И, разумеется, Толстой не щадил и самого себя. Какую нравственную пользу может извлечь простой человек здесь, в России, и на другом конце света, из разочарований и ошибок, любовных драм и житейских радостей нескольких аристократических семейств, рассказами о которых полнятся толстовские сочинения молодых и зрелых лет? А коль этого нет, коль скоро люди, прочитав такое сочинение, не станут хоть чуть-чуть лучше и счастливее, – зачем тогда его писать и печатать? Нет, Толстой не хотел бы запретить, отменить искусство вообще, в чем его часто упрекали. Но он хотел, чтобы искусство действительно стало хлебом насущным для духовной жизни, питательным и целительным хлебом, а не пирожным, пропитанным пряными эссенциями и разукрашенным кремовыми розочками, но начиненным ядом. Духовная отрава! – вот словесный образ, нам давно уже знакомый от Николя и его соратников. Может быть, к умонастроениям этого янсенистского круга Толстой кое в чем даже ближе, чем к Паскалю, родство с которым так остро ощущал (он говаривал, что живет с Паскалем «одной душой»).

Толстовская внецерковная вера – один из крайних случаев построения религии разумной и моральной, отвергающей как вздорное и вредное суеверие всякую обрядность, всякое утверждение чудесного и сверхъестественного, янсенисты, конечно, не доходили до этих пределов; но двигались они более чем за два века до Толстого в сторону именно так переживаемой религиозности. Общепонятность, то есть доступность единому для всех здравому смыслу и явная моральная польза: с такими требованиями Толстой подходил и к религиозному учению, и к искусству. Его неприятие Шекспира, грешившего всеми грехами поэзии – отступлениями от правил рассудка, заразительной яркостью в изображении любой, даже предосудительной, страсти, избыточной пышностью и витиеватостью в выражении мысли, – рождено тем же ощущением мира, что заставляло его восставать против Церкви, церковных преданий, обычаев и установлений, церковной роскоши и таинственности, церковного толкования Писания, что побуждало его искать и находить, выкапывать из-под тысячелетних и тысячеверстных глыб разительной несхожести то общее, вседоступное и высоконравственное, что объединяет самые далекие веро– и жизнеучения, от Христа до Конфуция, от Сократа до Будды.

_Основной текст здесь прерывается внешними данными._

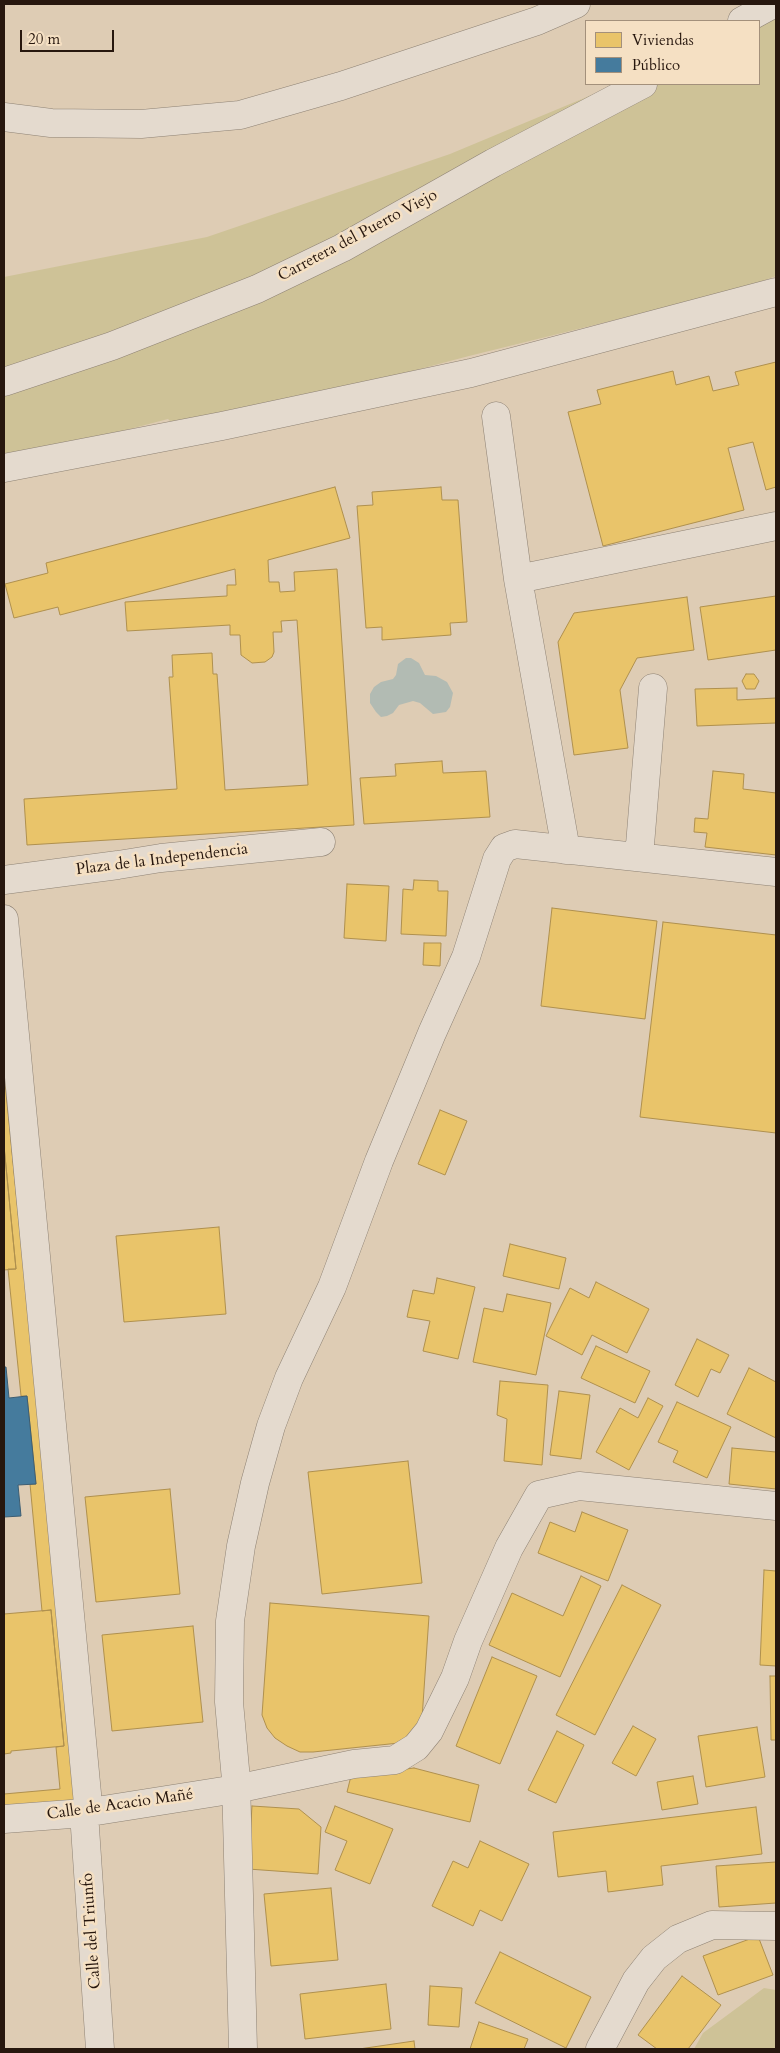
<!DOCTYPE html>
<html>
<head>
<meta charset="utf-8">
<style>
	body { margin:0 }
	#map { position:relative; width:780px; height:2053px; overflow:hidden; background:#deccb4; font-family:Cardo,serif }
	canvas { display:block }
	.frame { position:absolute; inset:0; border:5px solid #27170e; pointer-events:none }
	.legend { position:absolute; left:585px; top:20px; width:175px; height:65px; box-sizing:border-box; background:#f5e0c3; border:1px solid #a3907b; margin:0; padding:6px 9px; list-style:none; font-size:15px; color:#27170e }
	.legend li { display:flex; align-items:center; gap:10px; height:25px }
	.legend b { width:25px; border:1px solid #a3907b }
	.scale { position:absolute; left:20px; top:30px; width:94px; height:22px; box-sizing:border-box; border:2px solid #27170e; border-top:0; padding-left:6px; font-size:15px; line-height:18px; white-space:nowrap; color:#27170e; -webkit-text-stroke:4px #f5e0c3; paint-order:stroke }
</style>
</head>
<body>
<div id="map">
<canvas width="780" height="2053"></canvas>
<div class="frame"></div>
<ul class="legend">
<li><b style="height:14px;background:#e9c46a"></b>Viviendas</li>
<li><b style="height:14px;background:#457b9d"></b>Público</li>
</ul>
<div class="scale">20 m</div>
</div>
<script>
const c = document.querySelector('canvas').getContext('2d');
c.lineJoin = 'round';
function fill(path, color) { c.fillStyle = color; c.fill(path, 'evenodd'); }
const toPath = rows => new Path2D(rows.map(r => 'M' + r).join(''));
function strokePath(path, color, width, dash) { c.strokeStyle = color; c.lineWidth = width; c.lineCap = dash ? 'butt' : 'round'; c.setLineDash(dash || []); c.stroke(path); }
function write(font, color, halo, rows, align = 'center') {
  c.font = font + ' Cardo,serif'; c.lineWidth = 5; c.setLineDash([]); c.textBaseline = 'middle'; c.strokeStyle = halo; c.fillStyle = color; for (const [text, x, y, turn = 0] of rows) {
    c.save(); c.translate(x, y); c.rotate((+turn || 0) * Math.PI / 180); c.textAlign = isNaN(turn) ? turn : align; if (halo) c.strokeText(text, 0, 0); c.fillText(text, 0, 0); c.restore();
  }
}
const green = toPath([
	[776,13,776,276,744,288,469,356,189,430,176,427,168,419,4,462,4,277,207,237,450,154,618,84,759,84,759,22],
	[764,1988,776,1990,776,2049,694,2049,703,2033]
]);
const water = toPath([
	[406,658,411,658,419,663,425,675,436,676,447,682,453,693,450,707,446,712,433,714,420,703,413,701,399,705,393,713,387,716,381,717,376,712,370,703,370,694,374,687,381,682,393,679,396,675,398,664]
]);
const homes = toPath([
	[776,362,776,487,766,490,753,442,728,448,744,510,603,546,568,412,601,404,597,390,673,371,676,385,709,376,713,391,739,385,735,372,776,362],
	[335,487,350,538,268,560,269,582,279,582,280,592,295,591,294,572,337,569,354,825,27,845,24,799,177,789,169,677,173,677,172,655,212,653,213,674,217,674,225,790,308,785,297,620,281,621,282,632,273,632,274,652,272,657,265,662,252,663,241,655,240,635,230,635,230,625,127,631,125,602,227,596,227,585,236,585,235,569,60,615,58,607,14,618,5,584,48,573,46,563,335,487],
	[441,487,442,500,458,500,467,622,450,623,451,635,382,640,382,627,366,628,357,506,373,505,372,492,441,487],
	[776,596,776,650,708,660,700,607,776,596],
	[687,597,694,650,637,658,620,690,628,748,574,755,558,642,574,613,687,597],
	[746,674,754,674,759,681,755,689,746,689,742,681,746,674],
	[737,688,737,700,776,698,776,723,697,726,695,689,737,688],
	[442,761,443,773,486,771,490,817,364,824,360,778,396,776,395,764,442,761],
	[713,771,744,774,743,789,776,793,776,855,705,847,707,833,694,832,695,818,708,819,713,771],
	[414,880,438,881,438,891,448,891,446,936,401,934,403,889,413,890,414,880],
	[347,884,389,886,386,941,344,938,347,884],
	[552,908,657,921,645,1019,541,1006,552,908],
	[663,922,776,935,776,1133,640,1117,663,922],
	[424,943,441,943,440,966,423,965,424,943],
	[4,1073,78,1804,4,1811,4,1794,60,1789,56,1747,64,1746,51,1610,42,1611,30,1484,36,1484,27,1396,21,1396,8,1269,16,1269,4,1146,4,1073],
	[440,1110,467,1121,445,1175,418,1164,440,1110],
	[4,1146,16,1269,4,1270,4,1146],
	[219,1227,226,1314,124,1322,116,1236,219,1227],
	[510,1244,566,1258,559,1289,503,1276,510,1244],
	[437,1278,475,1287,458,1359,423,1351,430,1321,407,1317,413,1290,434,1294,437,1278],
	[596,1282,649,1309,627,1353,592,1335,582,1355,546,1336,570,1288,589,1298,596,1282],
	[507,1294,551,1303,536,1375,473,1362,484,1308,503,1312,507,1294],
	[697,1339,729,1355,720,1373,711,1369,698,1397,675,1385,697,1339],
	[596,1346,650,1371,635,1403,581,1378,596,1346],
	[749,1368,776,1382,776,1438,727,1414,749,1368],
	[500,1381,548,1385,542,1465,504,1461,507,1419,497,1415,500,1381],
	[559,1391,590,1395,581,1459,550,1455,559,1391],
	[648,1398,663,1406,629,1470,596,1452,620,1408,638,1418,648,1398],
	[677,1402,731,1427,707,1478,673,1462,678,1451,658,1442,677,1402],
	[732,1448,776,1452,776,1489,729,1484,732,1448],
	[408,1461,422,1583,322,1594,308,1472,408,1461],
	[170,1489,180,1594,96,1602,85,1497,170,1489],
	[582,1512,628,1530,608,1581,538,1553,550,1522,575,1532,582,1512],
	[764,1570,776,1571,776,1666,760,1665,764,1570],
	[581,1576,601,1586,560,1677,489,1645,512,1593,563,1616,581,1576],
	[622,1585,661,1605,595,1735,556,1715,622,1585],
	[270,1603,429,1616,422,1719,408,1740,399,1743,313,1752,300,1752,287,1746,275,1738,267,1728,262,1715,270,1603],
	[51,1610,64,1746,11,1751,11,1753,4,1754,4,1614,51,1610],
	[193,1626,203,1722,112,1731,102,1635,193,1626],
	[492,1657,537,1676,500,1764,456,1746,492,1657],
	[770,1676,776,1676,776,1740,771,1740,770,1676],
	[633,1726,656,1739,636,1776,612,1763,633,1726],
	[757,1727,765,1777,706,1787,698,1736,757,1727],
	[557,1731,584,1745,556,1803,528,1790,557,1731],
	[414,1768,479,1785,470,1822,347,1792,351,1776,414,1768],
	[693,1776,698,1804,662,1810,657,1782,693,1776],
	[252,1806,299,1809,321,1827,318,1874,248,1869,252,1806],
	[335,1806,393,1829,370,1884,335,1870,347,1841,325,1832,335,1806],
	[756,1807,762,1854,661,1866,663,1885,608,1892,606,1871,558,1877,553,1832,756,1807],
	[480,1841,529,1864,502,1921,480,1910,473,1926,432,1906,453,1861,468,1868,480,1841],
	[776,1862,776,1903,719,1907,716,1866,776,1862],
	[331,1888,338,1960,271,1966,264,1894,331,1888],
	[758,1936,773,1975,718,1995,703,1956,758,1936],
	[500,1952,591,1997,566,2048,475,2003,500,1952],
	[682,1976,721,2005,688,2049,657,2049,638,2035,682,1976],
	[386,1984,391,2029,305,2039,300,1994,386,1984],
	[430,1986,462,1988,459,2027,428,2025,430,1986],
	[479,2022,528,2039,524,2049,470,2049,479,2022],
	[414,2041,415,2049,359,2049,414,2041]
]);
const public = toPath([
	[4,1367,6,1367,9,1398,27,1396,36,1484,18,1485,21,1516,4,1517,4,1367]
]);
const minor = toPath([
	[742,21,773,4],
	[4,117,51,123,141,124,240,115,341,86,537,21,576,4],
	[4,382,112,346,257,289,342,248,493,163,643,84],
	[496,416,518,579,566,850],
	[4,468,222,426,471,373,776,292],
	[518,579,776,526],
	[639,857,653,688],
	[4,880,118,865,161,858,321,842],
	[4,919,88,1804,84,1813,100,2049],
	[4,1819,84,1813,236,1789,354,1764,395,1760,416,1747,429,1731,455,1678,468,1641,509,1548,539,1495,579,1486,776,1506],
	[243,2049,236,1780,229,1702,230,1621,241,1546,255,1483,271,1426,289,1378,332,1287,379,1161,432,1033,466,957,497,859,504,848,515,844,776,872],
	[600,2049,636,1981,654,1958,678,1939,712,1925,776,1926]
]);
const streetNames = [
	["Carretera del Puerto Viejo",358,236,-28],
	["Plaza de la Independencia",162,860,-7],
	["Calle de Acacio Mañé",120,1805,-8],
	["Calle del Triunfo",92,1931,-94]
];
fill(green, '#cec297');
fill(water, '#b2bbb3');
fill(homes, '#e9c46a');
strokePath(homes, '#af904e', 1);
fill(public, '#457b9d');
strokePath(public, '#3c5d72', 1);
strokePath(minor, '#8e8274', 29);
strokePath(minor, '#e4dace', 28);
write('16px', '#27170e', '#f5e0c3', streetNames);
</script>
</body>
</html>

И вполне последовательно – как все, что выходило из-под толстовского пера – его уважение к Мольеру как едва ли не самому «всенародному» из художников прошлого, то есть как носителю того картезианского общедоступного здравомыслия, которым так или иначе был проникнут весь французский XVII век. Но эта же неумолимо жесткая последовательность рассуждений требовала и от самого Толстого отказа от собственных беллетристических писаний и перехода к чистой проповеди либо к аскетически строгой в художественном смысле назидательной притче. И она же толкала его на постоянные мучительные усилия приблизить собственный образ жизни к тому, который он утверждал своей проповедью. И прежде всего, опять-таки, – убрать из него все лишнее, избыточное, не служащее самой первейшей необходимости, все недоступное любому, все, отменяющее то равенство, без которого не мыслится справедливость и праведность. Никакого «избранничества», никаких «счастливцев праздных»! И даже для того, кто делает поистине здоровый духовный хлеб – вещь, возможно, самую важную для человека, – место в обществе определяется не этим занятием. От труда практически полезного – возделывания пашни или тачанья сапог, – а тем более от обслуживания самого себя он все равно освобожден быть не может. Искусство не должно быть профессией, способом зарабатывать на жизнь, – и не потому, что оно пустяк, игрушка для развлечения, а потому именно, что это дело самое ответственное, требующее особой искренности и свободы от каких бы то ни было посторонних, корыстных или престижных, интересов.